The following items were confirmed to be extant in 2012 by the Black Diamond Heritage Centre: 20 lever signal frame, interlocking signal frame, electrical repeaters, eyeball instrument, 4 x block instruments, next train/platform indicator, Bulli Lamp (Kerosene), Ptc small lamp, wooden ticket sales box, safe 2 wheeled trolley, 2 x 4 wheeled luggage trolleys, timber ambulance box no.420/D, miscellaneous records of Bulli Railway Station, timber boxes relating to telecommunications, standard clip for T rails, fog signal flags and containers, ticket / dated punch, collection of fettlers tools, flat top fettlers, trolley and wheels, tall writing desk, 3 x Timber tables, 2 x Small timber cupboards, timber service counter, stretcher, Bulli Sidings Diagram, enamelled small Bulli platform sign, Timber Pigeon hole storage, set of 4 kerosene drums made into draws
The Platform 1 Building and Platforms were reported to be in good condition as at 17 October 2012. The Platform 2 building was assessed as being in moderate condition, as was the moveable items collection, with timber station signs having been damaged.
The station has a high level of integrity.
Modifications and dates
- 1902: platform lengthened.
- 1916: signal box built, repairs and upgrading to weatherboard 1887 Platform 2 building.

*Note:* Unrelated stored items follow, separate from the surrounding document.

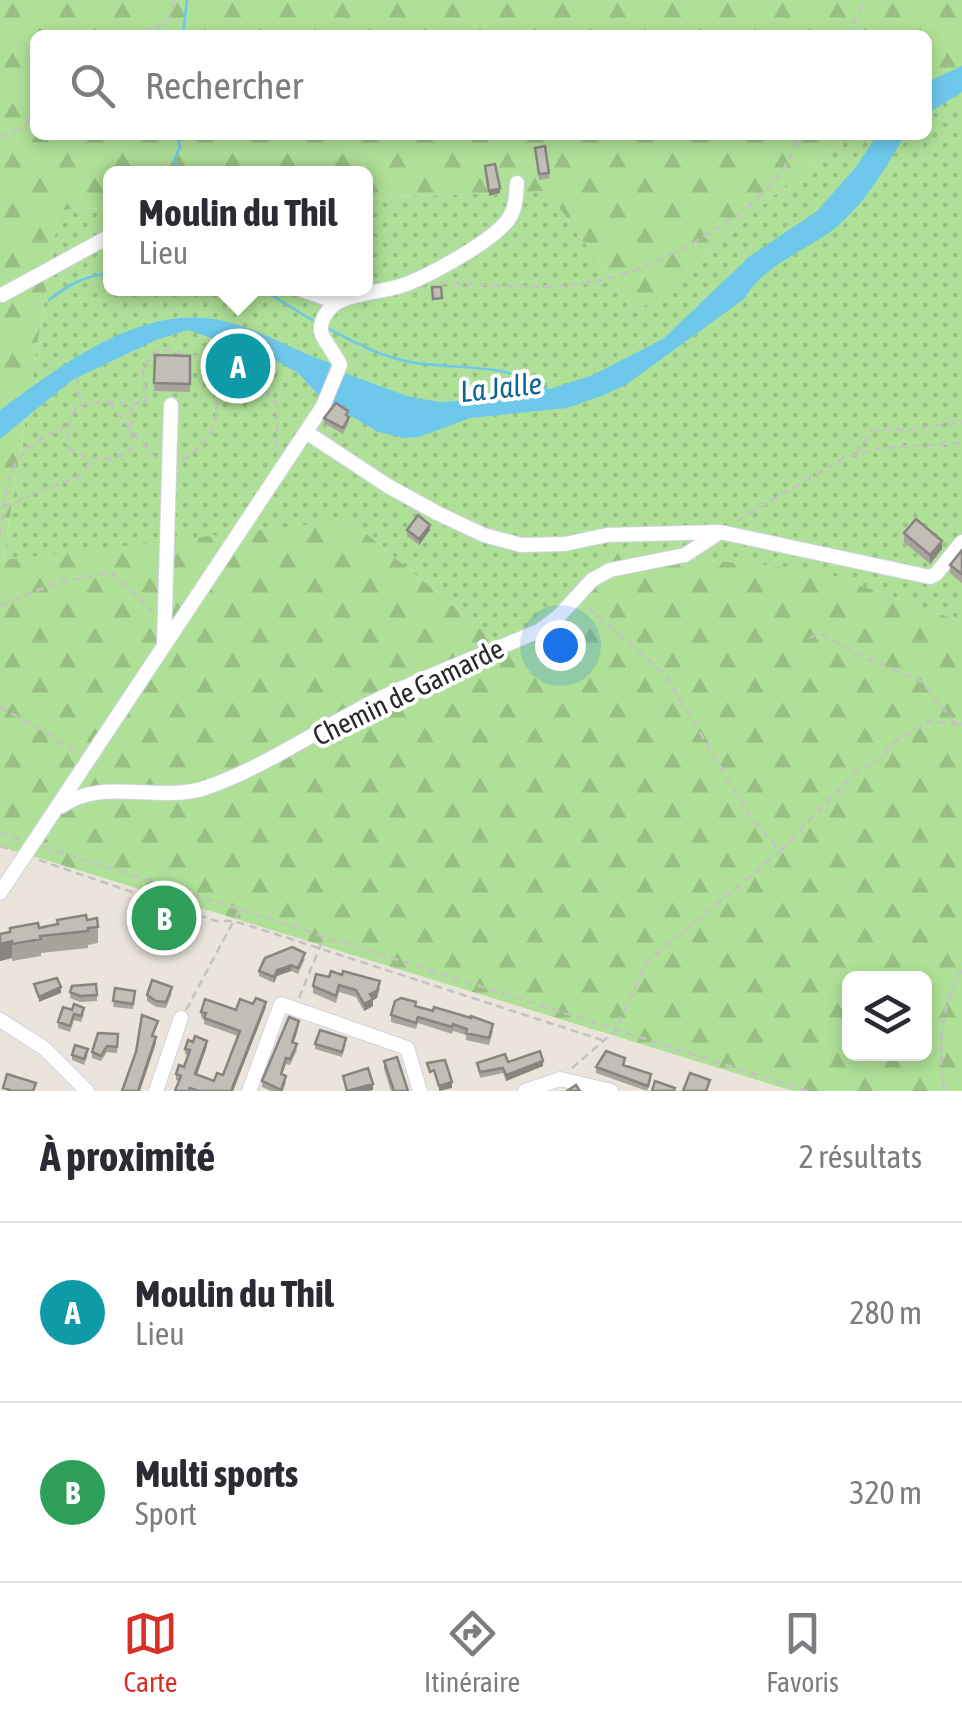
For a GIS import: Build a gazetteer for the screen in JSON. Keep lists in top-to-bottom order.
{
  "streets": {
    "street": ["Chemin de Gamarde"]
  },
  "water": ["La Jalle"],
  "page": {
    "search": "Rechercher",
    "popup": ["Moulin du Thil", "Lieu"],
    "pins": ["A", "B"],
    "heading": ["À proximité", "2 résultats"],
    "list": [
      {
        "mark": "A",
        "name": "Moulin du Thil",
        "note": "Lieu",
        "value": "280 m"
      },
      {
        "mark": "B",
        "name": "Multi sports",
        "note": "Sport",
        "value": "320 m"
      }
    ],
    "nav": ["Carte", "Itinéraire", "Favoris"]
  }
}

- 1919: platform rebuilt in brick.
- 1923: Platform 1 building and Out-of-room erected (plans dated 1917), Park Road overbridge erected (plans dated 1922).

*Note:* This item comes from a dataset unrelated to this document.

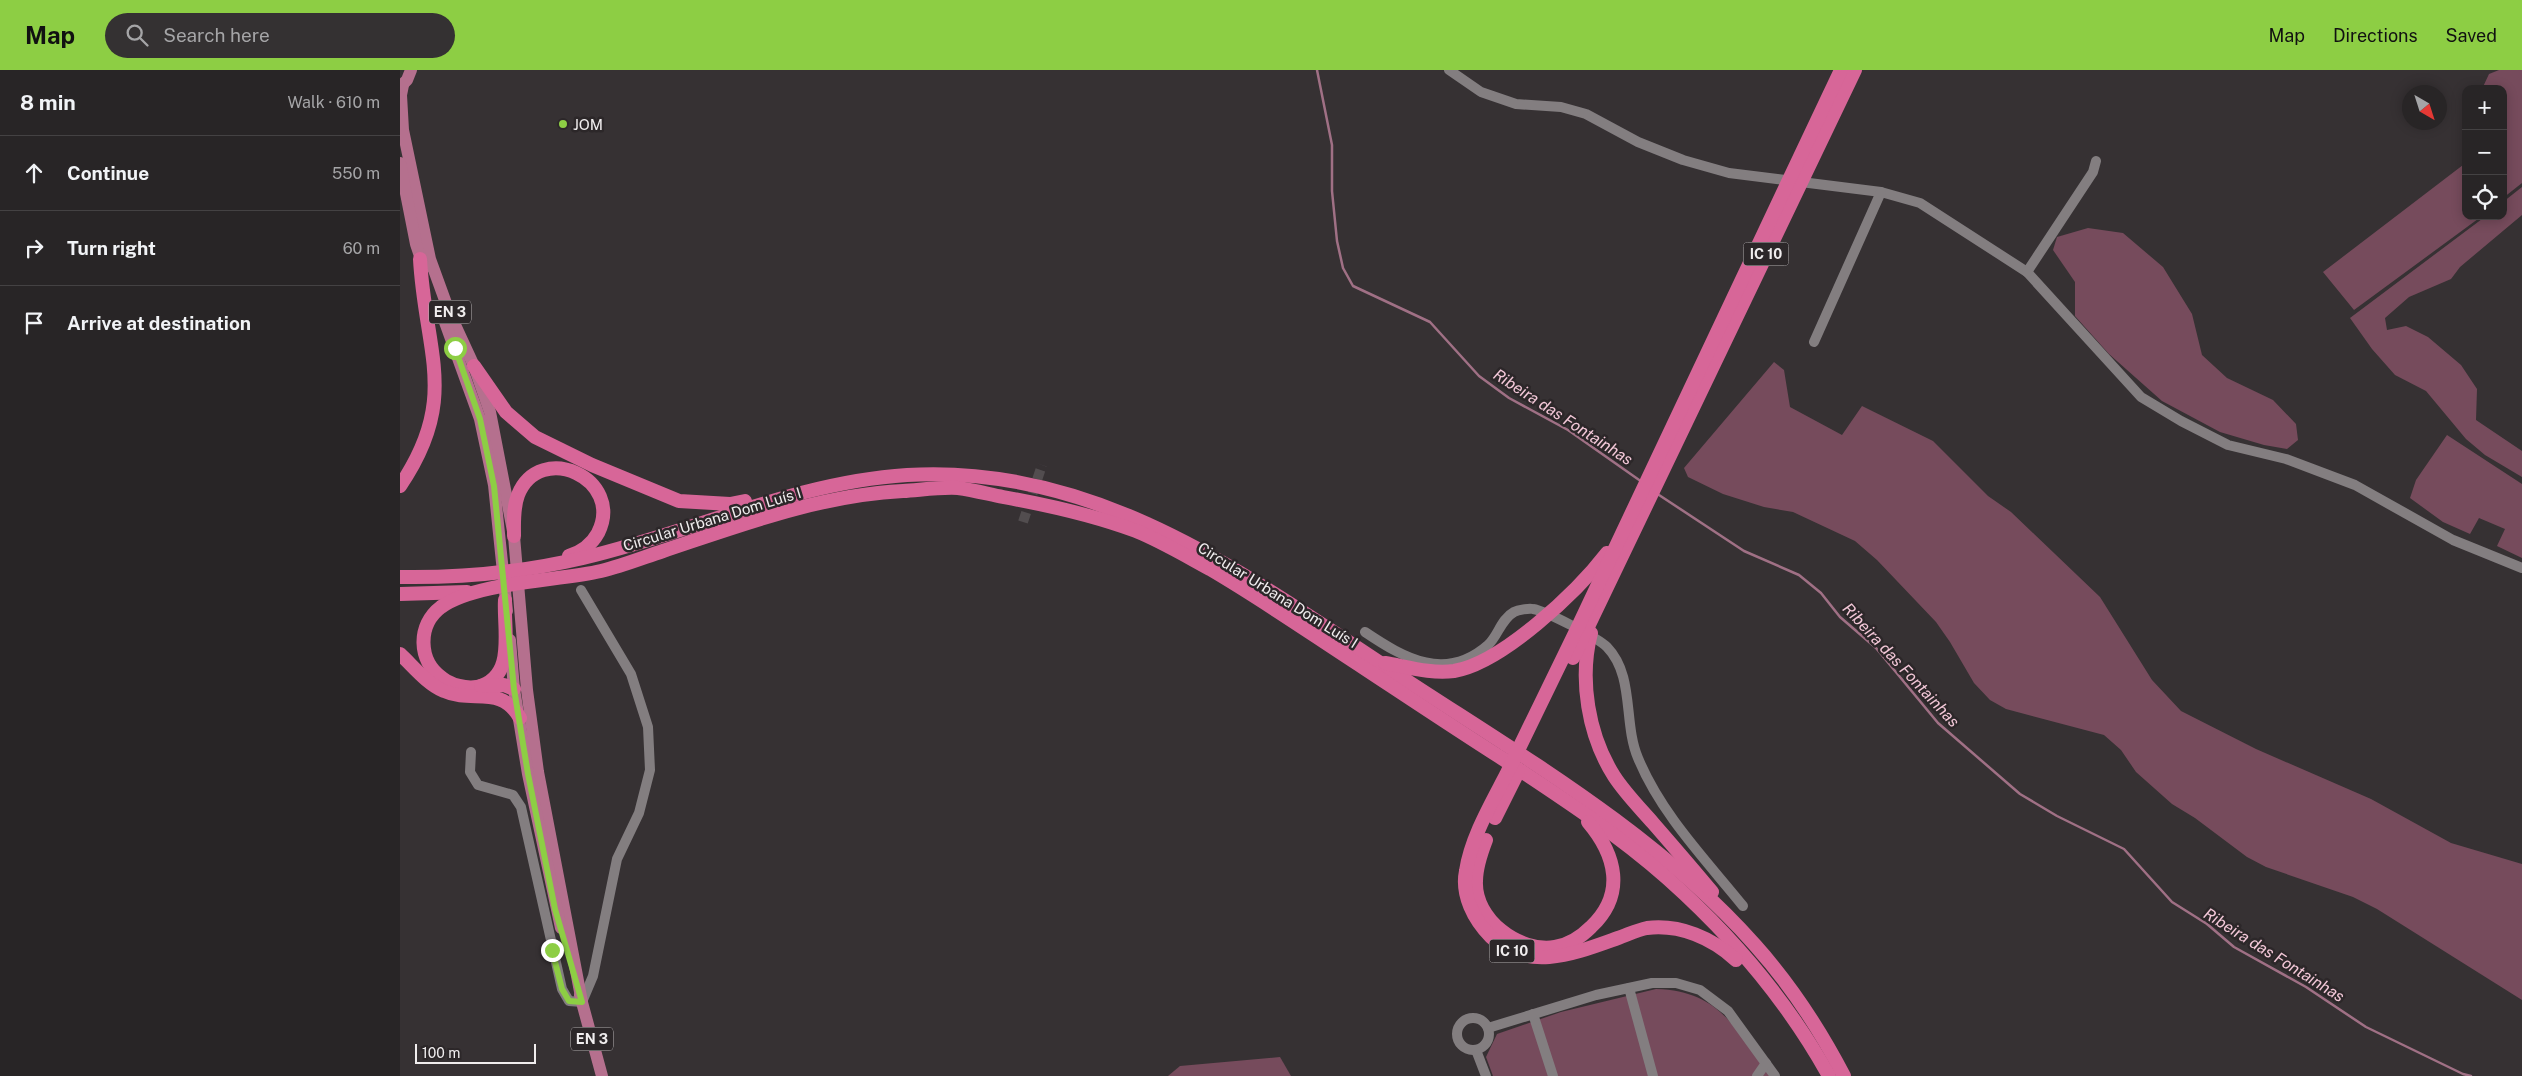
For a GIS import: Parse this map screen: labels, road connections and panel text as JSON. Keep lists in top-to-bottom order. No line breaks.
{"streets":{"highway":["IC 10","Circular Urbana Dom Luís I"],"main road":["EN 3"]},"crossings":[["IC 10","Circular Urbana Dom Luís I"]],"water":["Ribeira das Fontainhas"],"places":["JOM"],"scale_bar":"100 m","north":"bottom right","page":{"header":"Map","search":"Search here","nav":["Map","Directions","Saved"],"heading":["8 min","Walk · 610 m"],"map_buttons":["+","−"],"list":[["Continue","550 m"],["Turn right","60 m"],"Arrive at destination"],"scale":"100 m"}}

- Post 1920s (date unknown): removal of goods shed, crane and cattle yard from west side of station; removal of lamp room (originally south of 1887 Platform 2 building) and district supers office (north of 1887 platform building) from east side of station.

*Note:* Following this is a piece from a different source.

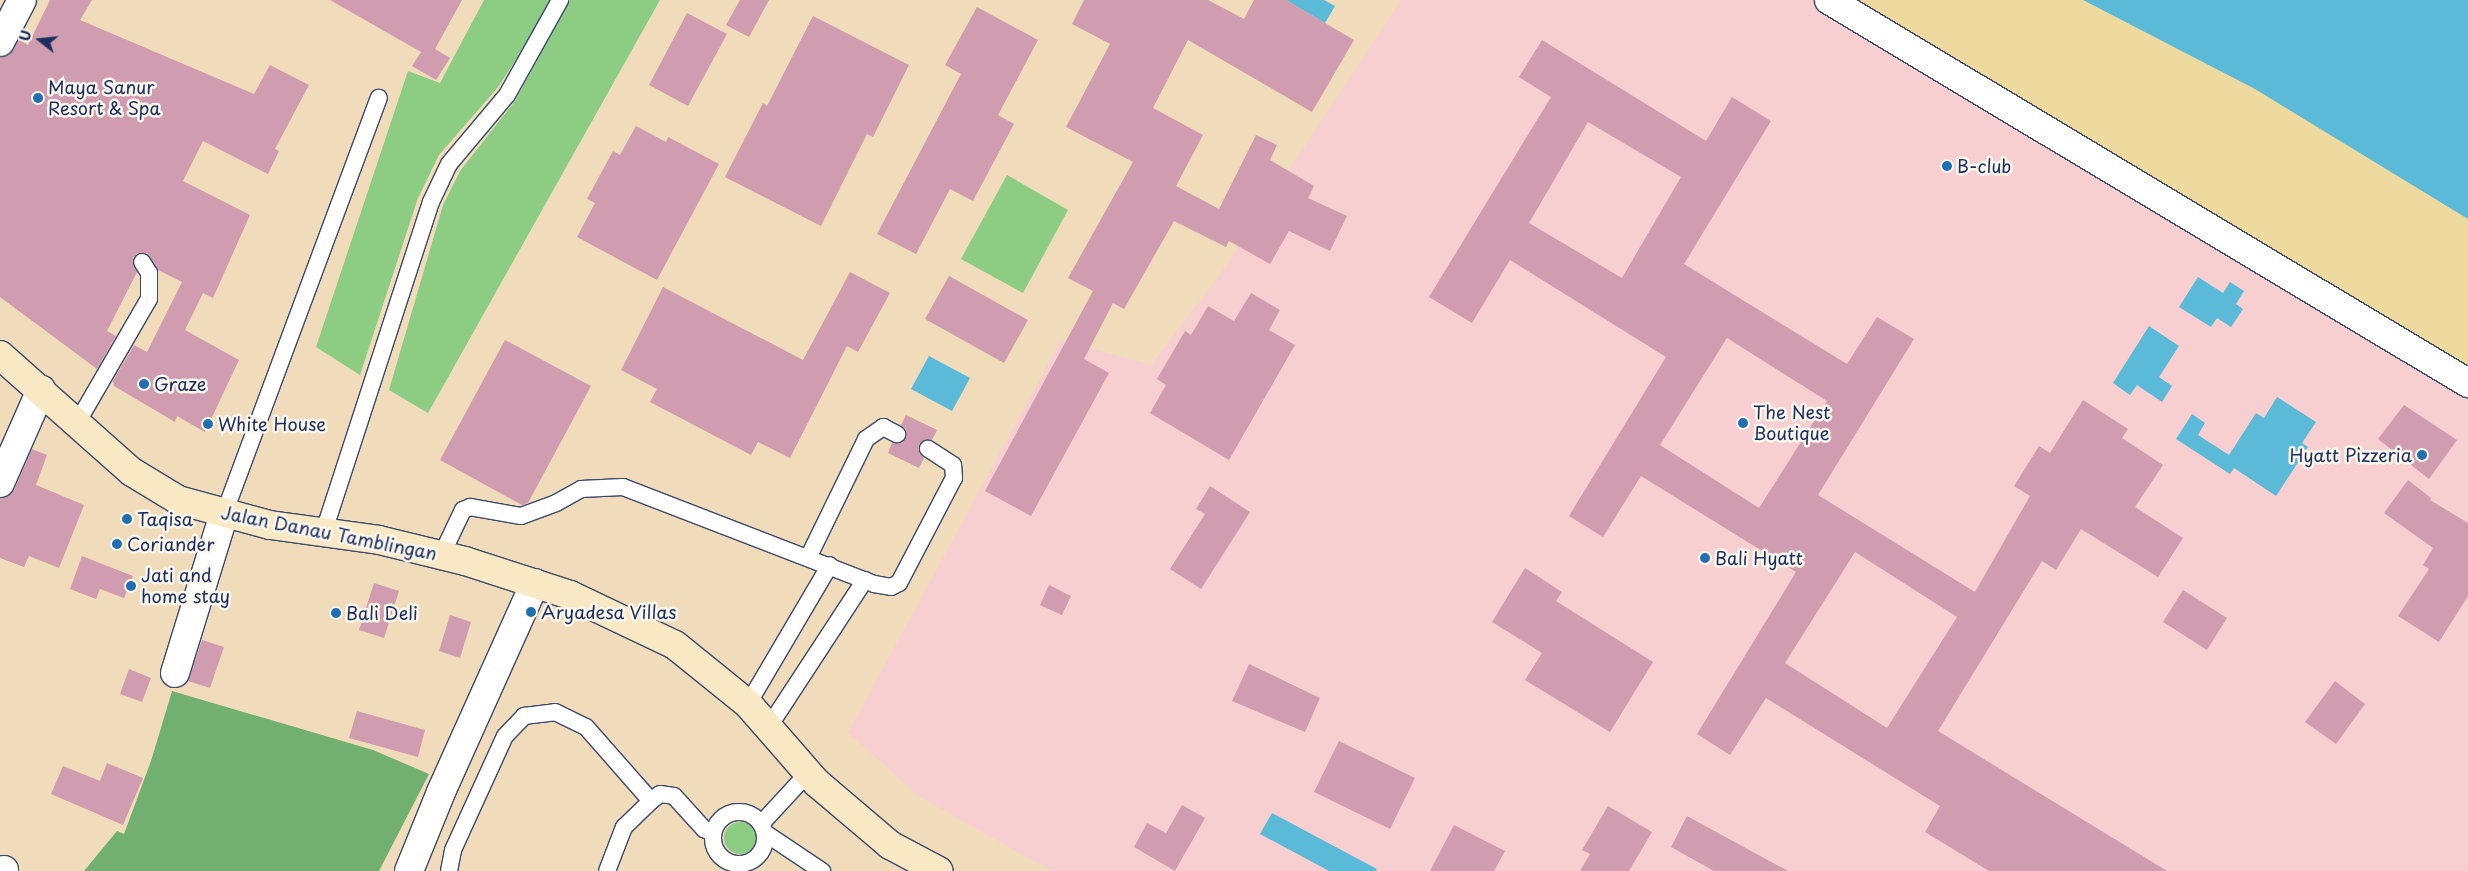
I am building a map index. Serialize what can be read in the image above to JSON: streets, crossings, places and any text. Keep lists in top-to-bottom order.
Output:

- 1985: automatic signalling installed.
- 1986: line electrified.
- 2009: Station building (down side) re-roofed, re-painted, damaged timber replaced.
Bulli Railway Station is significant for its rare 1887 station building surviving from the first period of construction of the Illawarra line. The 1887 station building is one of the most intact of only four remaining examples of an 1880s third-class weatherboard station building along the Illawarra line, and remains as a tangible reminder of the role of Bulli Station as a transport hub for the village of Bulli since 1887. The 1923 station building and lamp room demonstrate the expansion of railway activity at Bulli into the early 20th century associated with duplication of the line during the 1920s. The juxtaposition of the 1887 and 1923 platform buildings demonstrate the evolution of railway station architecture during this period, and are both excellent examples of their periods and style. The site has special associations with the staff and volunteers of the Black Diamond District Heritage Centre, located in the central section of the 1887 station building, who continue to be instrumental in the ongoing preservation and interpretation of the site.
Bulli railway station was listed on the New South Wales State Heritage Register on 30 August 2013 having satisfied the following criteria.
The place is important in demonstrating the course, or pattern, of cultural or natural history in New South Wales.
Bulli Railway Station is of historical significance for its 1887 Platform 2 building surviving from the first period of construction of the Illawarra line, and for its 1923 Platform 1 building and out of room, which demonstrate the duplication of the line at this time. Bulli Railway Station is also of historical significance for its role as a transport hub for the village of Bulli since 1887, and demonstrates expansion of the railway station into the early 20th century.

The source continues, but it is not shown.